Cake Wrecks is an entertainment website featuring user-submitted photographs of professionally made cakes that are unintentionally humorous or strange in appearance. Founded in May 2008, inspiration for the confectionery-themed photoblog began when site-master Jen Yates received an e-mail that included a photo of a sheet cake, decorated with a customer's verbatim request: "best wishes suzanne, under neat that, we will miss you".

==History==
Yates, a resident of Orlando, Florida, began searching for images of what she describes as "unintentionally silly, sad, creepy or inappropriate" cakes. She posted the images to her new blog, Cake Wrecks, but assumed a limited supply of strange cake photography would result in the blog running out of available material. An increasing amount of "Wrecker" photos submitted by site readers revealed "cake wrecks" are inevitable in the baking industry. Blog entries have included photos of cakes decorated with sonogram images, an image depicting sexual harassment, and a message reading "i lave you".

Described as an Internet phenomenon by The New York Times, Cake Wrecks quickly gained in popularity.
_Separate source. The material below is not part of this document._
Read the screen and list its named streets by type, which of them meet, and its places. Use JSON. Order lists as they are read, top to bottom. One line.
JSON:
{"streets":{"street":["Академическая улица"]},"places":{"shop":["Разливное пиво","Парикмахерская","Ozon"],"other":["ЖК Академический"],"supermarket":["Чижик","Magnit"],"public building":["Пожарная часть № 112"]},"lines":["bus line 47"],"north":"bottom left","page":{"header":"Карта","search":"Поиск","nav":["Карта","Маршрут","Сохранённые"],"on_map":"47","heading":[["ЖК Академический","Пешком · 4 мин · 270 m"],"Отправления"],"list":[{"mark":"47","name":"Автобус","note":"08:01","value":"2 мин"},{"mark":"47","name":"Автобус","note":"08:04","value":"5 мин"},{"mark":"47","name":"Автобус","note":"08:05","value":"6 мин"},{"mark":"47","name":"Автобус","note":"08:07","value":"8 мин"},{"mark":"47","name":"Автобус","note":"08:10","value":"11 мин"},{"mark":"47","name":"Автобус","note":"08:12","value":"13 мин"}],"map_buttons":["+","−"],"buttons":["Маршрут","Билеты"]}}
Mary Alice Yeskey, an employee at Baltimore's Charm City Cakes and co-star of the reality television show Ace of Cakes, explained why fellow bakers visit Cake Wrecks: "Everyone in the baking business follows Cake Wrecks almost daily, if only to make sure our cakes aren't ending up on there." On Sundays, in a break from Cake Wrecks' typical format, exemplary edible art creations are featured instead of "wrecks".

By the end of 2008, approximately 100,000 users visited Cake Wrecks each day and the website had received two blog awards: the 2008 Blogger's Choice Award for Best Humor Blog and the 2008 Weblog Award for Best Food Blog. During the 2009 Weblog Awards ceremony, also known as "The Bloggies", Cake Wrecks was named Best Food Blog, Best New Weblog, and Best Writing of a Weblog.

==Print==
In 2009, Yates compiled user-submitted photos for her book, Cake Wrecks: When Professional Cakes Go Hilariously Wrong, which debuted at No. 9 on the New York Times Best Seller list for hardcover advice. A second book, Wreck the Halls: Cake Wrecks Gets "Festive", was published in October 2011.